**WORK ITEM**
In the data that follows, find the line with "M687,16L714,24L676,36L648,28Z"; transcribe it, every later line up to the one with "M18,102V108L0,112V106Z", and that line as well, exactly and with no others.

Stored data entries:
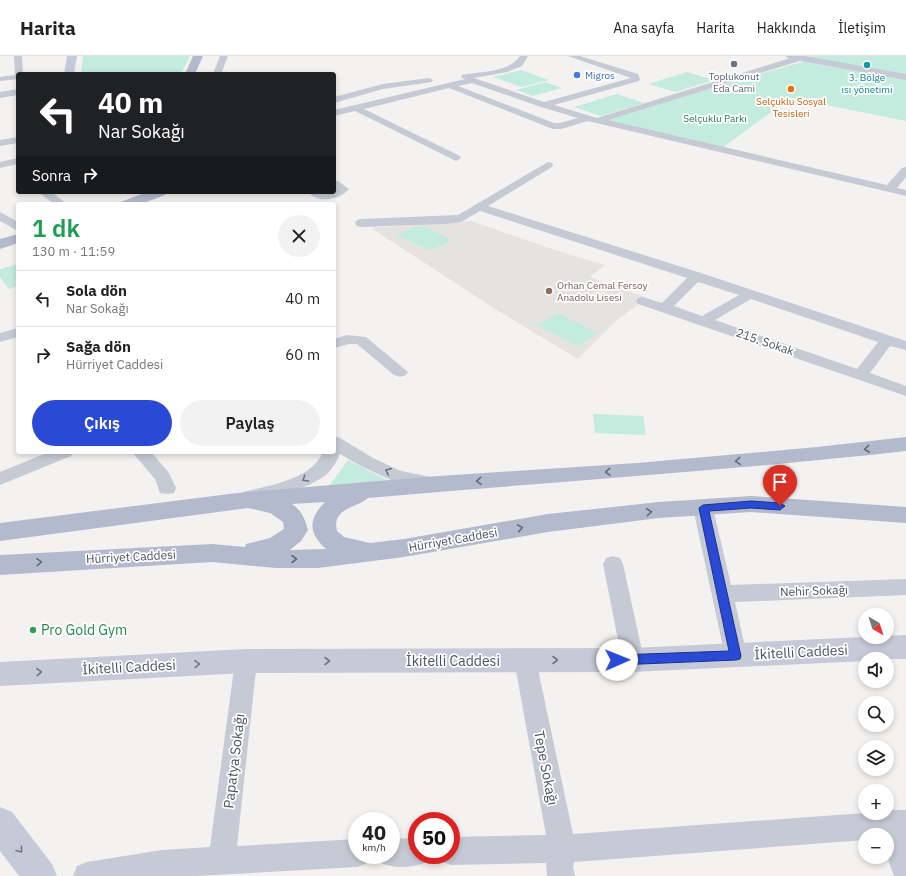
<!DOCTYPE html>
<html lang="tr">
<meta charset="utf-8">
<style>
:root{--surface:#fff;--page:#f2f2f2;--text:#222;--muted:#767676;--line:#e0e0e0;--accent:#2a4ad5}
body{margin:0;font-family:"IBM Plex Sans",sans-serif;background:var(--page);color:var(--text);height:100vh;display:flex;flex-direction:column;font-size:15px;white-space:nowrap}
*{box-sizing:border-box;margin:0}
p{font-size:13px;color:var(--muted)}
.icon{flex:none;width:22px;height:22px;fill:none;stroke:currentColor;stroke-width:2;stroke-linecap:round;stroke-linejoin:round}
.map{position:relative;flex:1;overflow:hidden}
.side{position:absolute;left:16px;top:146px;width:320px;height:252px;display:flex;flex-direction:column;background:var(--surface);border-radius:4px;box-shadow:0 2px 6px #0003}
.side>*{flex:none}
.guide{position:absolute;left:16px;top:16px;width:320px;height:122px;border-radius:4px;box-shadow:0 2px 6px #0003;background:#202124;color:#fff;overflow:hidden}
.needle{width:26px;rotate:141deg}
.fabs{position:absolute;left:858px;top:552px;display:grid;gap:8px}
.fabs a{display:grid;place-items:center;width:36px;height:36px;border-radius:50%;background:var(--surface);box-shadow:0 2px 6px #0003;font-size:20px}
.speed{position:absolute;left:348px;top:756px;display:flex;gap:8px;font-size:20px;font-weight:700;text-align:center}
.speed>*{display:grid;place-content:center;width:52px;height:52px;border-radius:50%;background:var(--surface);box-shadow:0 2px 6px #0003;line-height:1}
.speed small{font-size:10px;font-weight:400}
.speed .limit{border:6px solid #d22;background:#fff;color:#111}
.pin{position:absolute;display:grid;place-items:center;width:34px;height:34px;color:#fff;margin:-41px -17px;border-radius:50% 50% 50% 0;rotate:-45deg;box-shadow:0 0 4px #0007}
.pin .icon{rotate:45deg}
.me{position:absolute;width:44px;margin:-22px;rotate:89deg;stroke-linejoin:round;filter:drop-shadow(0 0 3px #0008)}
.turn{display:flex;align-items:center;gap:14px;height:84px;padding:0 16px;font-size:18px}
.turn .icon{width:52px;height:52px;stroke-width:2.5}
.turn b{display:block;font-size:28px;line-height:34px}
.then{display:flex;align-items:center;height:38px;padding:0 16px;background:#0003;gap:8px;font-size:15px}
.round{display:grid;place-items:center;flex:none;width:42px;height:42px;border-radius:21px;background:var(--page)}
.summary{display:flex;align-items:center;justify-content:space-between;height:68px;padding:0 16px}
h1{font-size:24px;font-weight:600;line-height:30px;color:#1e9e55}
.primary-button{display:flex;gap:8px;margin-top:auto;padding:8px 16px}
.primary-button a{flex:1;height:46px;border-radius:24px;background:var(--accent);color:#fff;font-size:16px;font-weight:600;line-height:46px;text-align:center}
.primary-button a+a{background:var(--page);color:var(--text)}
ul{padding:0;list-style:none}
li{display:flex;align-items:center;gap:12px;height:56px;padding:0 16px;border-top:1px solid var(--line)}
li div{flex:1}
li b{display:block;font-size:15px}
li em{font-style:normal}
header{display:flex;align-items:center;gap:24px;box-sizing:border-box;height:56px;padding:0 20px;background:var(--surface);border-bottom:1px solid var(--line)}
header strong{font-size:19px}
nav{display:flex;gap:22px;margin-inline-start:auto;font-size:14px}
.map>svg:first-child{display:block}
</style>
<header>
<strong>Harita</strong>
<nav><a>Ana sayfa</a><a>Harita</a><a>Hakkında</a><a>İletişim</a></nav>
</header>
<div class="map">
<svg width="906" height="820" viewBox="0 0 906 820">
<rect width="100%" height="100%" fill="#f3f2f1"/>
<path fill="#e4e3e2" d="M471,165L561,196L605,209L590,221L647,242L617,264L578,303L500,256L371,172Z"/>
<path fill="#c4ecde" d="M83,0H190L181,18H81Z
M814,0H906V19L808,1Z
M805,5L906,23V65L811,46L809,47L782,48L721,93L599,65Z
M521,14L549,24L521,31L493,21Z
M687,16L714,24L676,36L648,28Z
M545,26L562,32L533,40L516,34Z
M617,38L644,47L601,60L574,51Z
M420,169L452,184L430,194L396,179Z
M18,208V230L9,233L0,221V213Z
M558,257L598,277L578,290L537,269Z
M593,358L643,360L646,379L595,377Z
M348,404L391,426L327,433Z"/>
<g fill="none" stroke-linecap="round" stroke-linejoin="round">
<path fill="#c6cad4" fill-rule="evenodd" d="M14,0H22L23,18H18V23L0,25V21L15,19Z
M220,0H228L221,18H213Z
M520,0H528L522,10L507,16L474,22L544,46L631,22L568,0H580L638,18L640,23L639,25L554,49L597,62L797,0H803V4L608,64L887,129L902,112L906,111V121L897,132L906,134V140L588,65L561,73H553L449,32L364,53L460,100L461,102L456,105L355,55L334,60V54L465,23L461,21L462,19C480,15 509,17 520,0ZM472,27L541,51L578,62L560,67H554L458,30Z
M429,22L433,24L432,26L383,33L334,47V41L383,28Z
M18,33V39L0,42V36Z
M18,81V87L0,90V84Z
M18,102V108L0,112V106Z
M548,106L552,107L553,109L552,111L488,150L701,217L906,285V294L890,290L870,317L906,330V340L638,248L636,245L638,242L643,241L662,247L687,222L480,155L461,166L445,168L361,171L357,170L355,167L357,164L361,163L458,159ZM698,226L739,239L702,260L674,250ZM751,243L878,286L857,313L715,264Z
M334,124L338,125L349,133C340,144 318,148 308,136H334L336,133L334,132Z
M38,136H51L67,148H54Z
M0,156L18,166V175L0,165Z
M18,272V281L0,286V277Z
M347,279L366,281L408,316L406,319L400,321L394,319L357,288H349L334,292V283Z
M334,380L340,382L373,402L401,415L441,423L443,427L441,431L434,433L391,424L361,410L340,398C337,405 333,412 327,418C314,430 259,450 243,446L241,441L243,436C270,429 311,424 323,396H334Z
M49,396H74L71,400L0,429V416Z
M132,396H151L169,417L176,432L174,437L167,438L160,437L155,423Z
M703,445L710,447L713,452L731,529L906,523V539L735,546L747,600L744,607L736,610L728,607L725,600L693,452L696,447Z
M613,500L620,502L623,508L644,604L641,611L633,614L625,611L622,604L603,508L606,502Z
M525,594L533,597L536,604L573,778L865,757H887V755L889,754H906V820H894L887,800V779H865V784L574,806L573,811L575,820H547L546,807L451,809L441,805L439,799H451V781L546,779L514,604L517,597Z
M246,595L254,598L257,605L237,790L357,783V799H370L367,807L357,811L197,820H73L77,810L87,806L162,794L210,791L235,605L238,598Z
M417,782V799H430L427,806C412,812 396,813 381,807L378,799H391V783Z"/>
<path fill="#c6cad4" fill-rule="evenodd" d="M785,0H806L906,18V24L790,3Z"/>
<path fill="#c6cad8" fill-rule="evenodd" d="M67,0H77L74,18H64Z
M906,579V603H865V605L633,616L246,617L0,630V606L246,593L633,592Z
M0,751L12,756L52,808L57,820H19L0,795Z"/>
<path fill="#b4bacd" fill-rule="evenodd" d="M193,0H203L195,18H185Z
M147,136H167L165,139L141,148H121L123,145Z
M18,178V187L0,193V183Z
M906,381V395C727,415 548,426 368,442C357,452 331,452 337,475L344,481L370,487L404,483L548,458L659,446L751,440L906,451V467L751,456L659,462L548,476L404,501L318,512H276L212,506L0,519V499L212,488L245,491L246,488L270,482L284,473L283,466L270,457L248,452L0,485V467L237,437L439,420L637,407L817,391ZM325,446C308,463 308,477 326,493L290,494L301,485L308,474C305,463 302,455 292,448Z"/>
</g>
<defs><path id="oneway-chevron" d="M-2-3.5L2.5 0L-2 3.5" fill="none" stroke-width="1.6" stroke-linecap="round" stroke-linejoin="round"/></defs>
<g stroke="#646a79">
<use href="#oneway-chevron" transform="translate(867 393) rotate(174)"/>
<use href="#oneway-chevron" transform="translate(738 405) rotate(175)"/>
<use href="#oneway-chevron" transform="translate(608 416) rotate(176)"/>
<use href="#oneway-chevron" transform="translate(479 425) rotate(176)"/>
<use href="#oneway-chevron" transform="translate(649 456) rotate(-6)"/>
<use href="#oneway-chevron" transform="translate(520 472) rotate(-10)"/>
<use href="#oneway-chevron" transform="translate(294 503)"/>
<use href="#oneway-chevron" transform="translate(39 506) rotate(-4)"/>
</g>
<g stroke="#6f7581">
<use href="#oneway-chevron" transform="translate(388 415) rotate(-156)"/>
<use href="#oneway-chevron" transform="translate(305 423) rotate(149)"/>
</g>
<g stroke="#6f7582">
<use href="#oneway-chevron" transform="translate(555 604)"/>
<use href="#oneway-chevron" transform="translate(327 605)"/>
<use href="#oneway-chevron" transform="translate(197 608) rotate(-3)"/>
<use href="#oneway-chevron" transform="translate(39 616) rotate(-3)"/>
<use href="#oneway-chevron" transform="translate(20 794) rotate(52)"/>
</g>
<path fill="#2a4ad5" stroke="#1b308a" d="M751,445L780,447L785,450L780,454L751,452L709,455L741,600L740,603L736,604L617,609L613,608L611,604L613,601L617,599L729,595L699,452L703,449Z"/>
<circle fill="#6b7280" stroke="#fff" stroke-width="1.5" cx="734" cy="8" r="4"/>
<circle fill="#0f9aa8" stroke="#fff" stroke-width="1.5" cx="867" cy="9" r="4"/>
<circle fill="#3f7fe0" stroke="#fff" stroke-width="1.5" cx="577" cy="19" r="4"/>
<circle fill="#e8710a" stroke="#fff" stroke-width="1.5" cx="791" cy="33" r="4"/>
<circle fill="#8d6e63" stroke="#fff" stroke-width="1.5" cx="549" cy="235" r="4"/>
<circle fill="#2e9e5b" stroke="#fff" stroke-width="1.5" cx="33" cy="574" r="4"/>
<g text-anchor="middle" stroke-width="3.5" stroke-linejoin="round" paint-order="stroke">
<g font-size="10" fill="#366cbe" stroke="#fff" text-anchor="start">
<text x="585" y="23">Migros</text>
</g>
<g font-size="10" fill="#5b616d" stroke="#fff">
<text x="734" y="24">Toplukonut<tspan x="734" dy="12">Eda Cami</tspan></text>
</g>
<g font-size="10" fill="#0d838f" stroke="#fff">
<text x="867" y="25">3. Bölge<tspan x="867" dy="12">ısı yönetimi</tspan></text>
</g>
<g font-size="10" fill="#c56008" stroke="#fff">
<text x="791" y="49">Selçuklu Sosyal<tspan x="791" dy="12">Tesisleri</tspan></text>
</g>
<g font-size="10" fill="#207963" stroke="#fff">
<text x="715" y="66">Selçuklu Parkı</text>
</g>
<g font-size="10" fill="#785e54" stroke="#fff" text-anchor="start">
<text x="557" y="233">Orhan Cemal Fersoy<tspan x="557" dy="12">Anadolu Lisesi</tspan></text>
</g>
<g font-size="12" fill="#4a505d" stroke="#fff">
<text transform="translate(765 286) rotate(19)" y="4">215. Sokak</text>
<text transform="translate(453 484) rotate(-10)" y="4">Hürriyet Caddesi</text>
<text transform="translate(131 501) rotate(-3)" y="4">Hürriyet Caddesi</text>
<text transform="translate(814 535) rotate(-2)" y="4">Nehir Sokağı</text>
</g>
<g font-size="14" fill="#27864d" stroke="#fff" text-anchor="start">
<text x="41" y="579">Pro Gold Gym</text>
</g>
<g font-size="14" fill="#4a505d" stroke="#fff">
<text transform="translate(801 596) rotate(-3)" y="5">İkitelli Caddesi</text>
<text x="453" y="610">İkitelli Caddesi</text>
<text transform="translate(129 611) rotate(-3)" y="5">İkitelli Caddesi</text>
<text transform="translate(234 705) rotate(-83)" y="5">Papatya Sokağı</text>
<text transform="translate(546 712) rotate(79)" y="5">Tepe Sokağı</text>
</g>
</g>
</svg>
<div class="fabs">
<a><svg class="needle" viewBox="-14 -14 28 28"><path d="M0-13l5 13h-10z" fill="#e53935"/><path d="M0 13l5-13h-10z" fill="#767676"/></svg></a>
<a><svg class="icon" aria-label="sound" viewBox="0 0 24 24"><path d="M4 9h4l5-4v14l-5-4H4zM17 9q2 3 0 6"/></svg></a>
<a><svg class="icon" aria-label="search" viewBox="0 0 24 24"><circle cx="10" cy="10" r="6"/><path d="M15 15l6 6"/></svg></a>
<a><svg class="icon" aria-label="layers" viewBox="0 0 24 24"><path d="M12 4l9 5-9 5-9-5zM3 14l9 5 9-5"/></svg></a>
<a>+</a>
<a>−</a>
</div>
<div class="speed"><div>40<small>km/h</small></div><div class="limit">50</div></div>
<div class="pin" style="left:780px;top:450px;background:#d93025"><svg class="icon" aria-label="arrive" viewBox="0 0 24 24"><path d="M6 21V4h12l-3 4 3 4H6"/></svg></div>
<svg class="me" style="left:617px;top:604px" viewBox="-20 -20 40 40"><circle r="19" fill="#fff"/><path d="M0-13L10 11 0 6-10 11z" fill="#2a4ad5"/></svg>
<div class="guide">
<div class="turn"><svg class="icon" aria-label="left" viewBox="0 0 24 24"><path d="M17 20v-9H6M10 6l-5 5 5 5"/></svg><div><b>40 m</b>Nar Sokağı</div></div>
<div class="then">Sonra<svg class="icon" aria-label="right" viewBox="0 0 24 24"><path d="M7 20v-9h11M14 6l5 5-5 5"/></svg></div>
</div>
<section class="side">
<div class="summary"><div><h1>1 dk</h1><p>130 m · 11:59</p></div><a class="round"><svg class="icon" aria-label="close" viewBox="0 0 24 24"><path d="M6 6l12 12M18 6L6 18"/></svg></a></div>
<ul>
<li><svg class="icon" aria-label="left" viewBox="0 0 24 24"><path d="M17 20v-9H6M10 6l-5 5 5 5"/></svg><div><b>Sola dön</b><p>Nar Sokağı</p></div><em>40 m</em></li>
<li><svg class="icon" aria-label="right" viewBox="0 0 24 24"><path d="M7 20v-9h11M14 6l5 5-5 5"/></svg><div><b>Sağa dön</b><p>Hürriyet Caddesi</p></div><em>60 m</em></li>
</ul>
<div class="primary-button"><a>Çıkış</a><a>Paylaş</a></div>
</section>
</div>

**PROBLEM SOLUTION**
M687,16L714,24L676,36L648,28Z
M545,26L562,32L533,40L516,34Z
M617,38L644,47L601,60L574,51Z
M420,169L452,184L430,194L396,179Z
M18,208V230L9,233L0,221V213Z
M558,257L598,277L578,290L537,269Z
M593,358L643,360L646,379L595,377Z
M348,404L391,426L327,433Z"/>
<g fill="none" stroke-linecap="round" stroke-linejoin="round">
<path fill="#c6cad4" fill-rule="evenodd" d="M14,0H22L23,18H18V23L0,25V21L15,19Z
M220,0H228L221,18H213Z
M520,0H528L522,10L507,16L474,22L544,46L631,22L568,0H580L638,18L640,23L639,25L554,49L597,62L797,0H803V4L608,64L887,129L902,112L906,111V121L897,132L906,134V140L588,65L561,73H553L449,32L364,53L460,100L461,102L456,105L355,55L334,60V54L465,23L461,21L462,19C480,15 509,17 520,0ZM472,27L541,51L578,62L560,67H554L458,30Z
M429,22L433,24L432,26L383,33L334,47V41L383,28Z
M18,33V39L0,42V36Z
M18,81V87L0,90V84Z
M18,102V108L0,112V106Z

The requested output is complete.